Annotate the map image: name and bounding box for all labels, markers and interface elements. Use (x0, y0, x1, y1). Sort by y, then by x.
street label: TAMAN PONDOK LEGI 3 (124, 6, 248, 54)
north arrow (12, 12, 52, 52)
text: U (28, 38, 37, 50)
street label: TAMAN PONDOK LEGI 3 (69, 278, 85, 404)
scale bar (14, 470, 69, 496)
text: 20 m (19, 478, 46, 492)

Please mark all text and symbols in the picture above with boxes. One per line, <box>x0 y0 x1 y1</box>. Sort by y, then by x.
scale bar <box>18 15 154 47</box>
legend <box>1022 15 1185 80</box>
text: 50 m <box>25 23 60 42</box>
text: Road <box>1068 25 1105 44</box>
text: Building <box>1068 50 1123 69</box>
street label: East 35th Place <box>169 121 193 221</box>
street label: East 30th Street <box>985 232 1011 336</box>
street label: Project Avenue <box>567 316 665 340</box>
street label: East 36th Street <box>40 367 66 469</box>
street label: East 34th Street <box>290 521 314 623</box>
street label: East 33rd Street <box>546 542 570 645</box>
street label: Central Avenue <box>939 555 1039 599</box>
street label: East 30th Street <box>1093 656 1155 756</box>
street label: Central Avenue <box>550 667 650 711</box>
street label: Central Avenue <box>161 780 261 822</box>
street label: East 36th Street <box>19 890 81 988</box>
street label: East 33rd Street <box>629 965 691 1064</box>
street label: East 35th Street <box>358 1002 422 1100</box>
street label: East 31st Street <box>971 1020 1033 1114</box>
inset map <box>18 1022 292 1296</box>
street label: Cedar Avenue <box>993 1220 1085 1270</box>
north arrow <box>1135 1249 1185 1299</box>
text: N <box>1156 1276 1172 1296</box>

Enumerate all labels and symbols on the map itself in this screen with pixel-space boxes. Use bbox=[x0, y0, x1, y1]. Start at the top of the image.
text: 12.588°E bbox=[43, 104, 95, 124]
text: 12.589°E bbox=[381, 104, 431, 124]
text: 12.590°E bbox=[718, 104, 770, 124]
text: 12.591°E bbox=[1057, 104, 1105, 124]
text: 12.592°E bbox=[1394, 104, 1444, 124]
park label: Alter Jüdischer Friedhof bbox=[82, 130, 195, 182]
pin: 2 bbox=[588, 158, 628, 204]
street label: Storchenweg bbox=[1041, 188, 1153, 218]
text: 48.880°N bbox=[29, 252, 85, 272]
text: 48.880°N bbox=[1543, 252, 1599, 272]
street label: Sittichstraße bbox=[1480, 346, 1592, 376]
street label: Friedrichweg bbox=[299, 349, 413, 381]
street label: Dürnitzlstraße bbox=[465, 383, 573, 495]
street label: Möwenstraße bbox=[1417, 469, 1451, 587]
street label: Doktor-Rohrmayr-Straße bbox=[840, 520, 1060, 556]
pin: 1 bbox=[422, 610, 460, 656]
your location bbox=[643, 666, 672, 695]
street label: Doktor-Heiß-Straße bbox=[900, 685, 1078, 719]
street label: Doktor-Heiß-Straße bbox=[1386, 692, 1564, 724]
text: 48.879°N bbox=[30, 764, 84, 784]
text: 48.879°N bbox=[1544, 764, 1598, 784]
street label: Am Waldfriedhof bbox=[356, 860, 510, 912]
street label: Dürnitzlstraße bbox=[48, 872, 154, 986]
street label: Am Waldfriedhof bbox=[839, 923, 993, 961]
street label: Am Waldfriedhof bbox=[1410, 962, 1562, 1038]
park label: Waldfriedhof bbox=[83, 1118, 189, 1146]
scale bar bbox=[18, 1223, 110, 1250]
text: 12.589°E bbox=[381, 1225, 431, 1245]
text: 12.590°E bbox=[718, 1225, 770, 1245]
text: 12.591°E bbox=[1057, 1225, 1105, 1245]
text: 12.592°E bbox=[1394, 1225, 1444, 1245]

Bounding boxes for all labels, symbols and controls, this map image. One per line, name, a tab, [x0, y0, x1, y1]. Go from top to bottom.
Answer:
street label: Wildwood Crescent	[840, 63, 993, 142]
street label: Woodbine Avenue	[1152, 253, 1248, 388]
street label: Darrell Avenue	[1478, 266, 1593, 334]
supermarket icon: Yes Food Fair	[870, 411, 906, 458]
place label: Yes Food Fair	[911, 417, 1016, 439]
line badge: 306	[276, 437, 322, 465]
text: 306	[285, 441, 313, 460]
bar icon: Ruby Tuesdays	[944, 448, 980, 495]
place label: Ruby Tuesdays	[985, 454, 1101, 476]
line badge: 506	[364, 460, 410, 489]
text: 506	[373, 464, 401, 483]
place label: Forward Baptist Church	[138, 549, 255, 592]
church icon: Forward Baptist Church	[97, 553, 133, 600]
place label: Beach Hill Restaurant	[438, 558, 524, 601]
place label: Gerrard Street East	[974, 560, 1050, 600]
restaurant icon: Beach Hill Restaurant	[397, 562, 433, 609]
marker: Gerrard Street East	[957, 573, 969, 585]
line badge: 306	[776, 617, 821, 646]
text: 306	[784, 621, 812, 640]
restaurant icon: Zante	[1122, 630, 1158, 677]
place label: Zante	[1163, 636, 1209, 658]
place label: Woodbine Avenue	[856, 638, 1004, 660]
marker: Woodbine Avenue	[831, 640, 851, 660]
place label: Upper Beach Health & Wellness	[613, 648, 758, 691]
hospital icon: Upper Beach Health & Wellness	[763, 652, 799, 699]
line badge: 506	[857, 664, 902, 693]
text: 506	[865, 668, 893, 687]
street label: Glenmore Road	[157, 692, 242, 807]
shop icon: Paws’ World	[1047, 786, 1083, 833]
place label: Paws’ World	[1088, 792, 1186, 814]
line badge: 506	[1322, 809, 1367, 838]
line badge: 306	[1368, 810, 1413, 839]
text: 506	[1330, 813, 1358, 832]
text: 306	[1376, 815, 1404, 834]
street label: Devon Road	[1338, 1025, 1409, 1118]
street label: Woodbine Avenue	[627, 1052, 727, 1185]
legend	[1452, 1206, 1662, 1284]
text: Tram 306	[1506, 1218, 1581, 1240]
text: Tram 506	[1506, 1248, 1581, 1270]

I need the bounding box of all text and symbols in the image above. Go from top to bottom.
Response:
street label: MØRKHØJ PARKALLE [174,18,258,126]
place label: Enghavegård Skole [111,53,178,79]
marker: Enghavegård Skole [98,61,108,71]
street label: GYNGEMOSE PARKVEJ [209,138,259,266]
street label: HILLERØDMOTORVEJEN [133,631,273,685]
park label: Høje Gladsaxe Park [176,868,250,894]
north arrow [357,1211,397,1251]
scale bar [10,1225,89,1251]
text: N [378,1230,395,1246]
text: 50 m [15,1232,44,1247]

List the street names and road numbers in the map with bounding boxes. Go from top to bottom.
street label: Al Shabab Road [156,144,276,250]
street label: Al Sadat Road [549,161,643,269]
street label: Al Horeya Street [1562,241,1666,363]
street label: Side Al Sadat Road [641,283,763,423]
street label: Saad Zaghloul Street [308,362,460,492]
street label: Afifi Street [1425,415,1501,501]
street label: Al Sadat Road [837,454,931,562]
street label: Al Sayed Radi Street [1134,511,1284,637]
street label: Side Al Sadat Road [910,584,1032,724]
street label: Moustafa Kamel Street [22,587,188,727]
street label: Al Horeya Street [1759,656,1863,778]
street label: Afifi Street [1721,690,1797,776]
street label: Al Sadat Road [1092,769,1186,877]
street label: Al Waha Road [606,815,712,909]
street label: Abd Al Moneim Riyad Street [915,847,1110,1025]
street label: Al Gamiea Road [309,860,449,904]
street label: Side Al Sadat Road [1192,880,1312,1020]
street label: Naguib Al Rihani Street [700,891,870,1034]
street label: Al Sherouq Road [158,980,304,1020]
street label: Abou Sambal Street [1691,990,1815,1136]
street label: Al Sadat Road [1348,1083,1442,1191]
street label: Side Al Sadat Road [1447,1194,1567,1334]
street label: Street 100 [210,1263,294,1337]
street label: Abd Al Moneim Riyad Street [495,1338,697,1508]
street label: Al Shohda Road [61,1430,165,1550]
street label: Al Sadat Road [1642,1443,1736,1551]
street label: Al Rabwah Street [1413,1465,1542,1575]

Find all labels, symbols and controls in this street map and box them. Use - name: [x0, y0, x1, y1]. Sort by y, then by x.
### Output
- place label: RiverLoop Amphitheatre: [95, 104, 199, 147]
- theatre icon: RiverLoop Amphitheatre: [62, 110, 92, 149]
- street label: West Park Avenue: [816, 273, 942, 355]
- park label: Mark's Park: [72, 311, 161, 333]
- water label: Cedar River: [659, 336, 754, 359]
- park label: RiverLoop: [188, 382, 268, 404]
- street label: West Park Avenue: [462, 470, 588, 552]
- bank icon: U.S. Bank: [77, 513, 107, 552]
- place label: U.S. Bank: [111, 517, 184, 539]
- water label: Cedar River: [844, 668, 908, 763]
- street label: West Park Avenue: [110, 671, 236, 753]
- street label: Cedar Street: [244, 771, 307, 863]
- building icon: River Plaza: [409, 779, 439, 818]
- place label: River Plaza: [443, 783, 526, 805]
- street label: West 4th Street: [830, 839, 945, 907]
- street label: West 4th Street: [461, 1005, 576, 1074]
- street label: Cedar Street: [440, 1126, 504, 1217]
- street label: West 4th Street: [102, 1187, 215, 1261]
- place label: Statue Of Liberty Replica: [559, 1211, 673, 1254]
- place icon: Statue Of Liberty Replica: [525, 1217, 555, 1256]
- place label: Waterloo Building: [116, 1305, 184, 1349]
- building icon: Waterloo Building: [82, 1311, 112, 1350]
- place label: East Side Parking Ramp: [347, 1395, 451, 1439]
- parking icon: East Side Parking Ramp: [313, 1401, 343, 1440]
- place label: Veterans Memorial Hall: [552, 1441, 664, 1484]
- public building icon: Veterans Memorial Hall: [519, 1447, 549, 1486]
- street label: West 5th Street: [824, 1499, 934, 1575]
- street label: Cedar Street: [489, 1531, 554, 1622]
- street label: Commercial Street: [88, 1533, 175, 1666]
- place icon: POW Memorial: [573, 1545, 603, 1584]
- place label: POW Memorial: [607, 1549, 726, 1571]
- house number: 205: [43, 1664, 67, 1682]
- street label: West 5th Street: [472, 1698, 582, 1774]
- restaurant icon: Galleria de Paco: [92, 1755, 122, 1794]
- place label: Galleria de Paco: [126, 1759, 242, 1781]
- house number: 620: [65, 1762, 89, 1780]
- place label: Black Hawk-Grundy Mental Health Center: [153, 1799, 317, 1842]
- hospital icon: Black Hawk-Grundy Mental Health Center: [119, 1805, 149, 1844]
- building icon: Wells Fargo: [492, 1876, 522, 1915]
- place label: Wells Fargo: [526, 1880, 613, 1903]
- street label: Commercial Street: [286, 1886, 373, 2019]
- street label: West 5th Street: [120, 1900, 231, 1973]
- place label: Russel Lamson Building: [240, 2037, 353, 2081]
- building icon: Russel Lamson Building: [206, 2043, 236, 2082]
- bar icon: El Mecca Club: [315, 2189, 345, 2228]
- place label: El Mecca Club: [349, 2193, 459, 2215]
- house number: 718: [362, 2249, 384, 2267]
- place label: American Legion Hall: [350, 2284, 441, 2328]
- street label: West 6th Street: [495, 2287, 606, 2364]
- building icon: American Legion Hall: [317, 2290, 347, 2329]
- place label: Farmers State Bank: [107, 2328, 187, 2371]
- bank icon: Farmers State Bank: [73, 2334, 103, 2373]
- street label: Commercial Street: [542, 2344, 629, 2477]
◇ ◇ ◇
- **Your task**:
Output each line of the listing above that has "Zante".

- **Task answer**:
restaurant icon: Zante	[1122, 630, 1158, 677]
place label: Zante	[1163, 636, 1209, 658]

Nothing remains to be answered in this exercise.